HIS BRAIN BECOMES AS SOFT AS CHEESE!
HIS POWERS OF THINKING RUST AND FREEZE!
HE CANNOT THINK — HE ONLY SEES!
‘All right!’ you’ll cry. ‘All right!’ you’ll say,
‘But if we take the set away,
What shall we do to entertain
Our darling children? Please explain!’
We’ll answer this by asking you,
‘What used the darling ones to do?
‘How used they keep themselves contented
Before this monster was invented?’
Have you forgotten? Don’t you know?
We’ll say it very loud and slow:
THEY … USED … TO … READ! They’d READ and READ,
AND READ and READ, and then proceed
To READ some more. Great Scott! Gadzooks!

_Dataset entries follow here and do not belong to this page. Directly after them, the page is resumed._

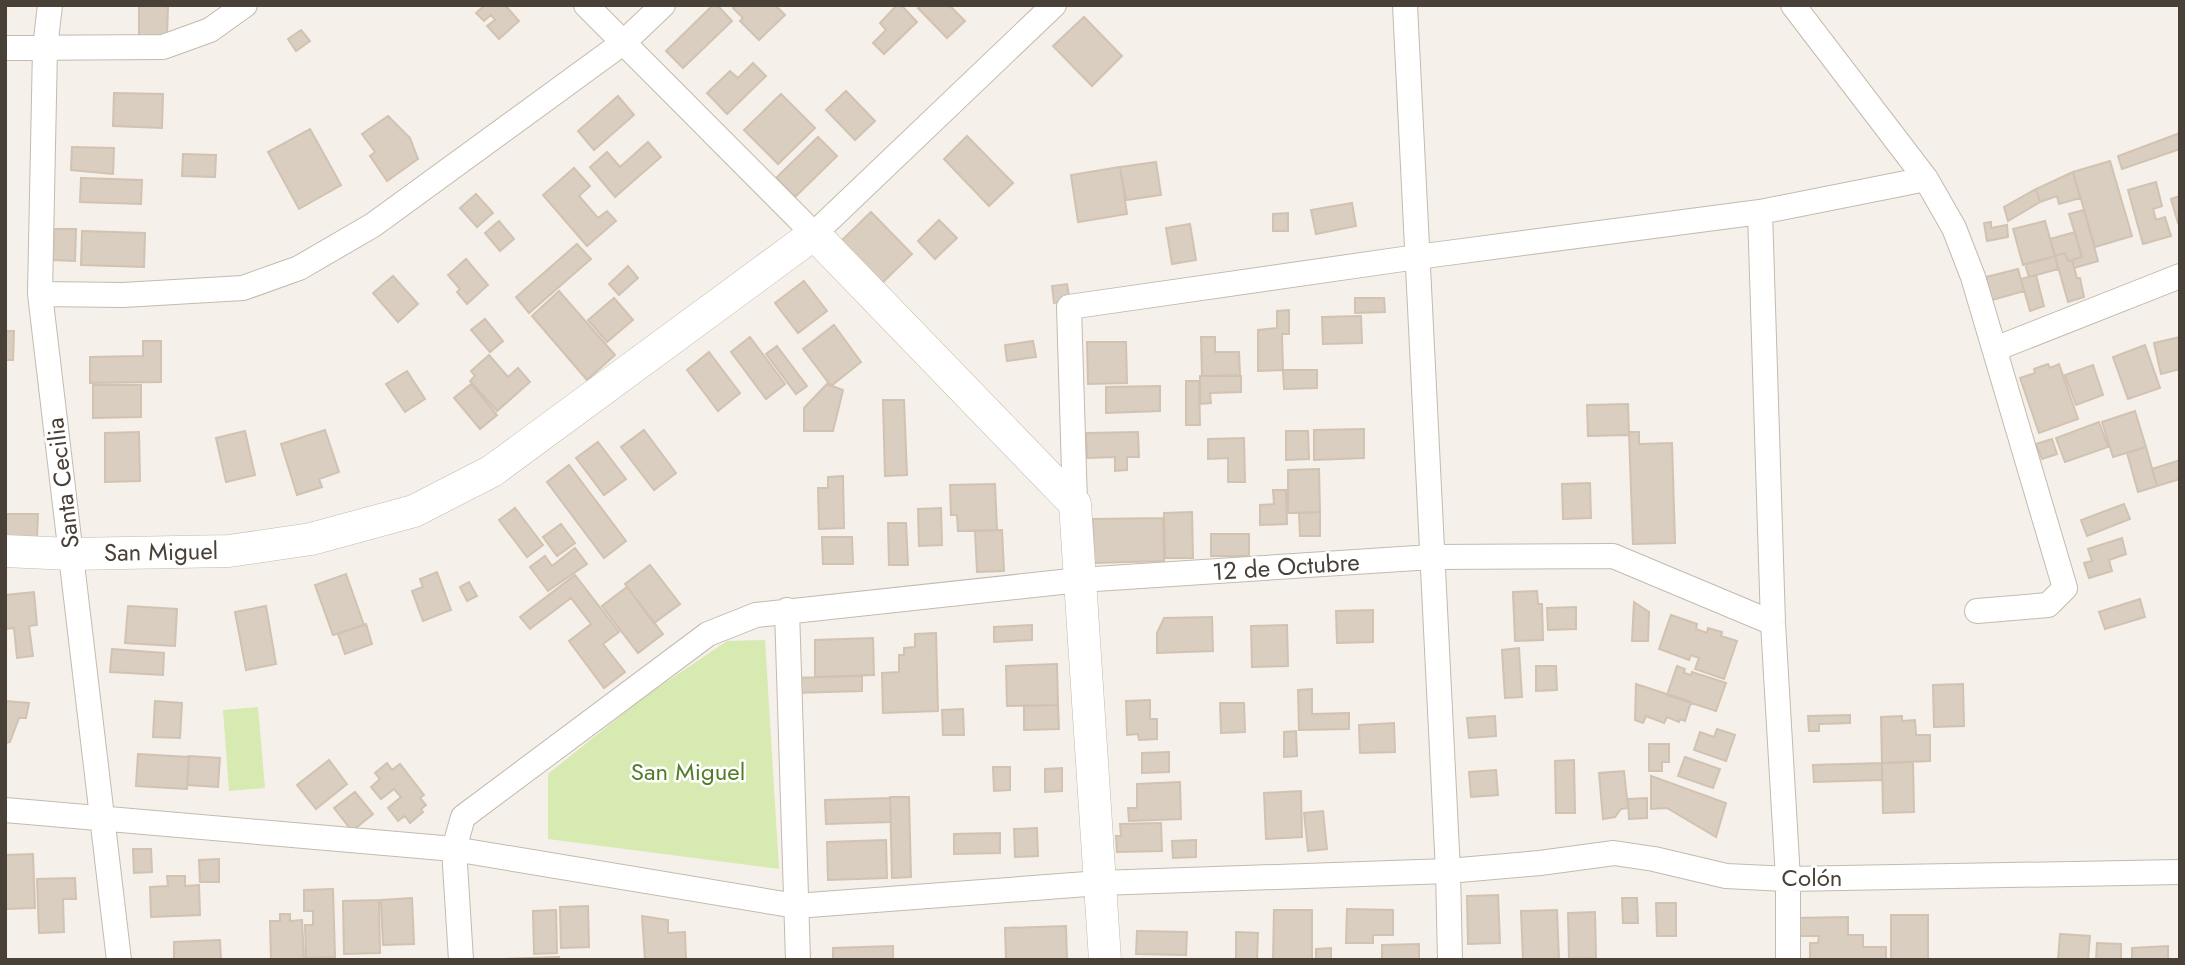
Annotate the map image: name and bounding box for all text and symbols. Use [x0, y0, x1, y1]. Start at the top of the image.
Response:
street label: Santa Cecilia [37, 416, 88, 551]
street label: San Miguel [104, 533, 218, 570]
street label: 12 de Octubre [1211, 544, 1361, 589]
park label: San Miguel [631, 754, 745, 789]
street label: Colón [1782, 860, 1842, 895]

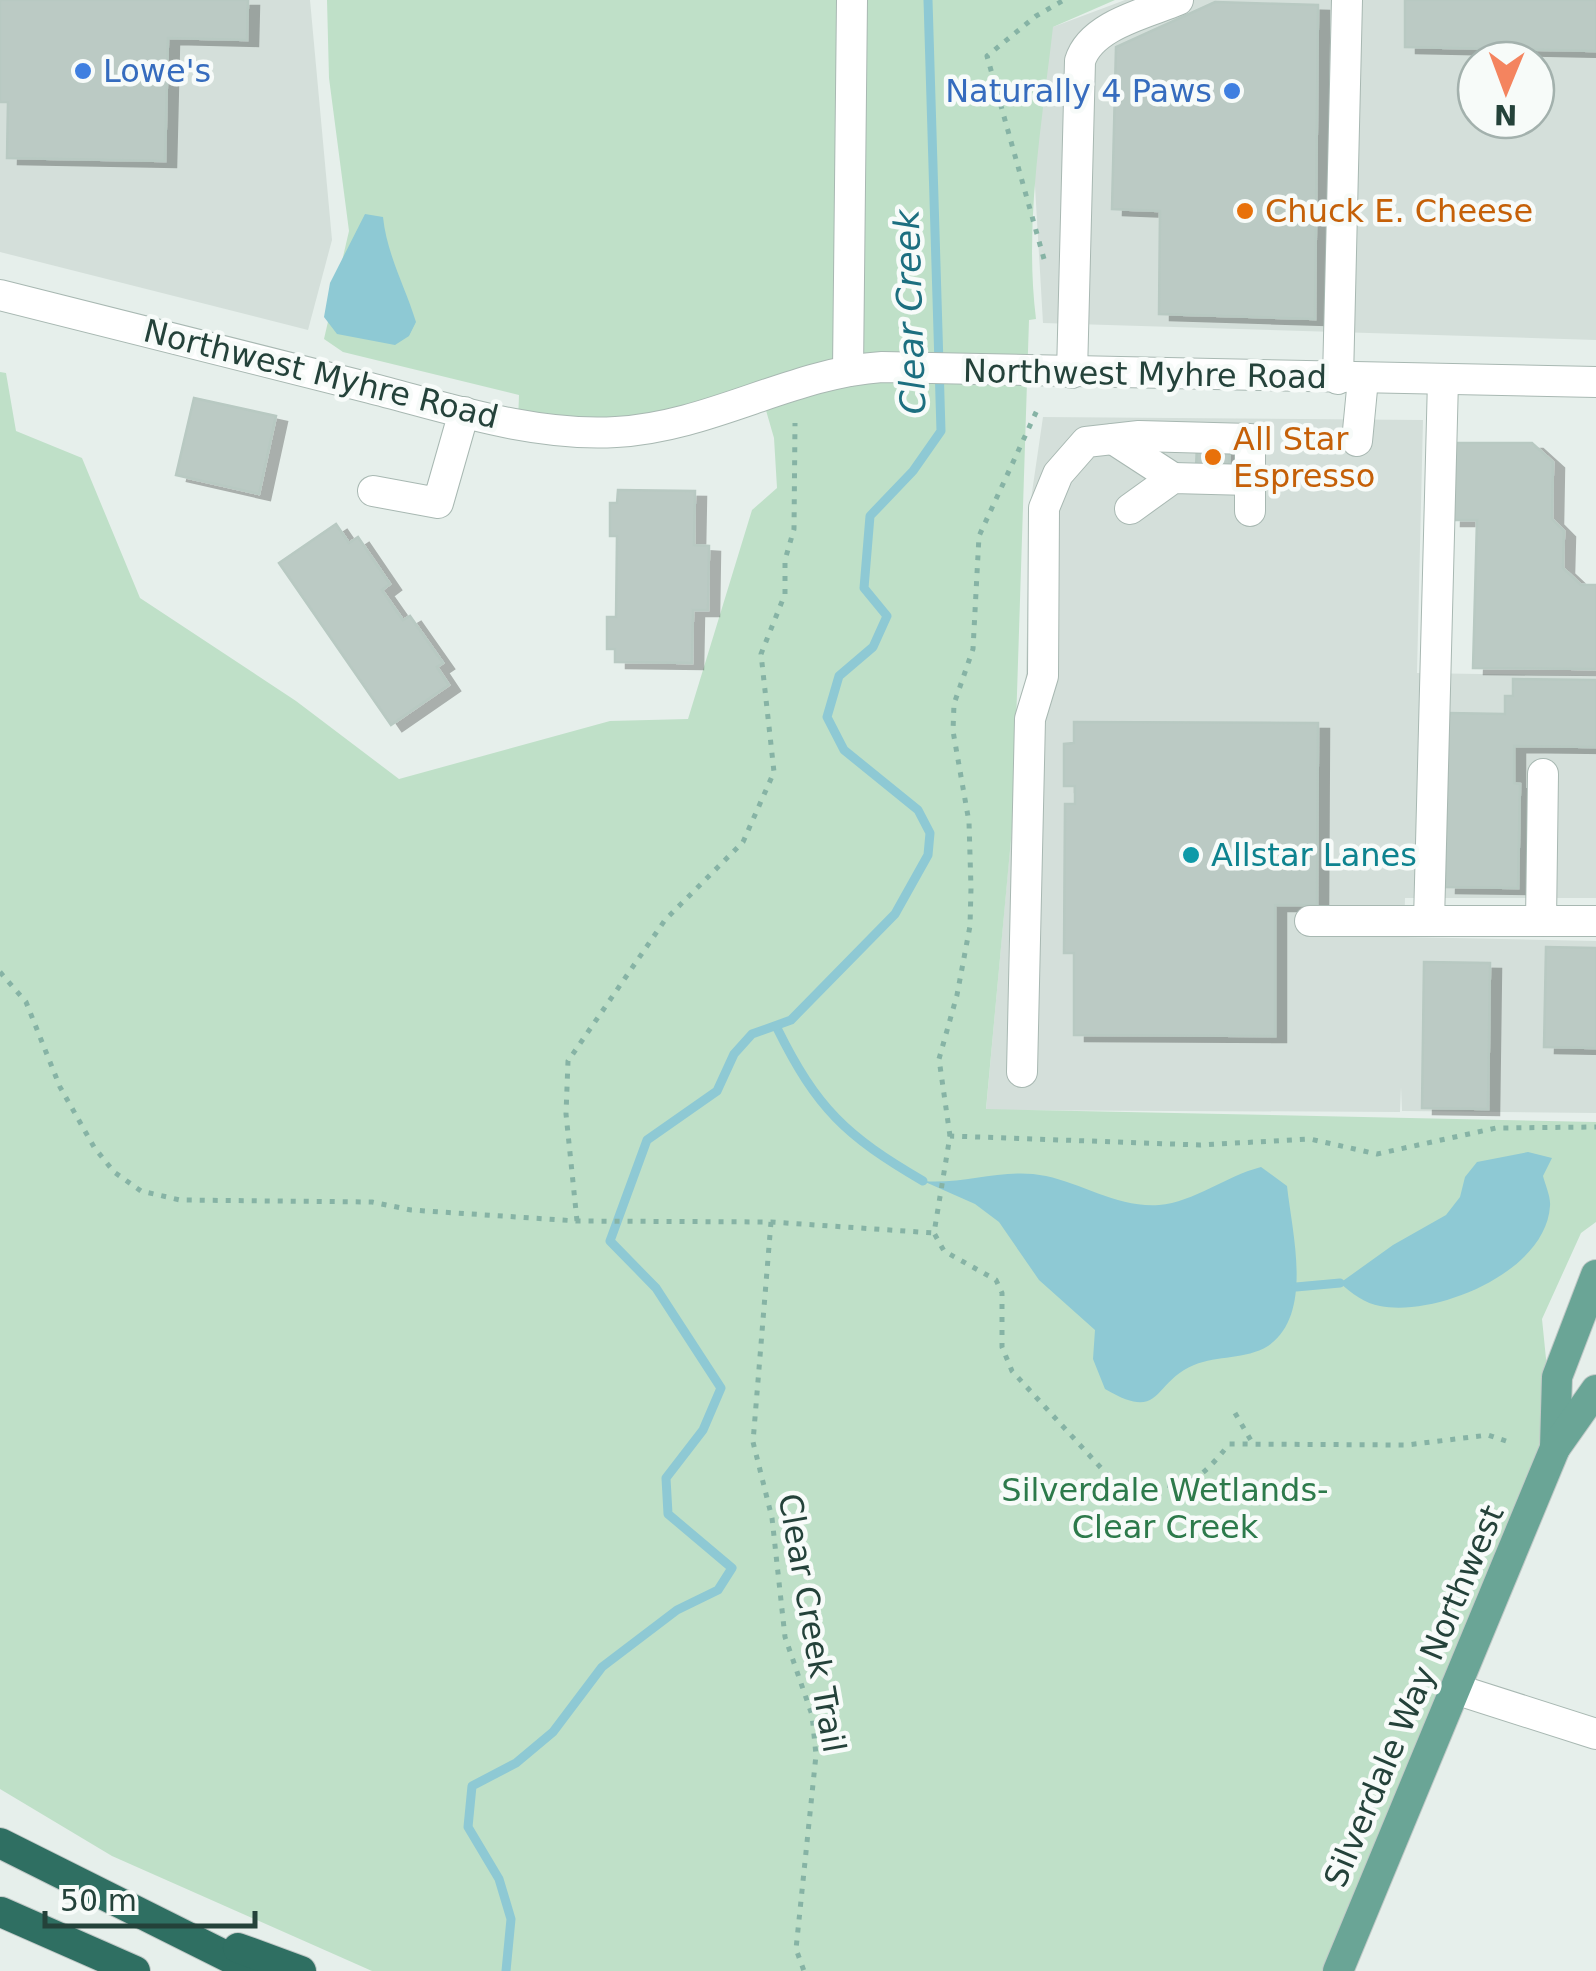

One half their lives was reading books!
The nursery shelves held books galore!
Books cluttered up the nursery floor!
And in the bedroom, by the bed,
More books were waiting to be read!
Such wondrous, fine, fantastic tales
Of dragons, gypsies, queens, and whales
And treasure isles, and distant shores
Where smugglers rowed with muffled oars,
And pirates wearing purple pants,
And sailing ships and elephants,
And cannibals crouching ’round the pot,
Stirring away at something hot.
(It smells so good, what can it be?
Good gracious, it’s Penelope.)
The younger ones had Beatrix Potter
With Mr. Tod, the dirty rotter,
And Squirrel Nutkin, Pigling Bland,
And Mrs. Tiggy-Winkle and-
Just How The Camel Got His Hump,
And How the Monkey Lost His Rump,
And Mr. Toad, and bless my soul,
There’s Mr. Rate and Mr. Mole-
Oh, books, what books they used to know,
Those children living long ago!
So please, oh please, we beg, we pray,
Go throw your TV set away,
And in its place you can install
A lovely bookshelf on the wall.
Then fill the shelves with lots of books,
Ignoring all the dirty looks,
The screams and yells, the bites and kicks,
And children hitting you with sticks-
Fear not, because we promise you
That, in about a week or two
Of having nothing else to do,
They’ll now begin to feel the need
Of having something to read.
And once they start — oh boy, oh boy!
You watch the slowly growing joy
That fills their hearts. They’ll grow so keen
They’ll wonder what they’d ever seen
In that ridiculous machine,
That nauseating, foul, unclean,
Repulsive television screen!
And later, each and every kid
Will love you more for what you did.
–Roald Dahl
I suppose it’s a fine poem, but all of those exclamation marks and capitalized letters turned me off. Whatever it says, it looks like it was written by a gum-popping teen-ager who’s watched too much tv, or someone used to snap-chatting and tweeting. (My, wasn’t that critical? I tried twice more, but had the same response, so I’ll go ahead and post.)
A side note: he is right. I got rid of the televisions after my mother died in 2011, and I’ve never felt the lack.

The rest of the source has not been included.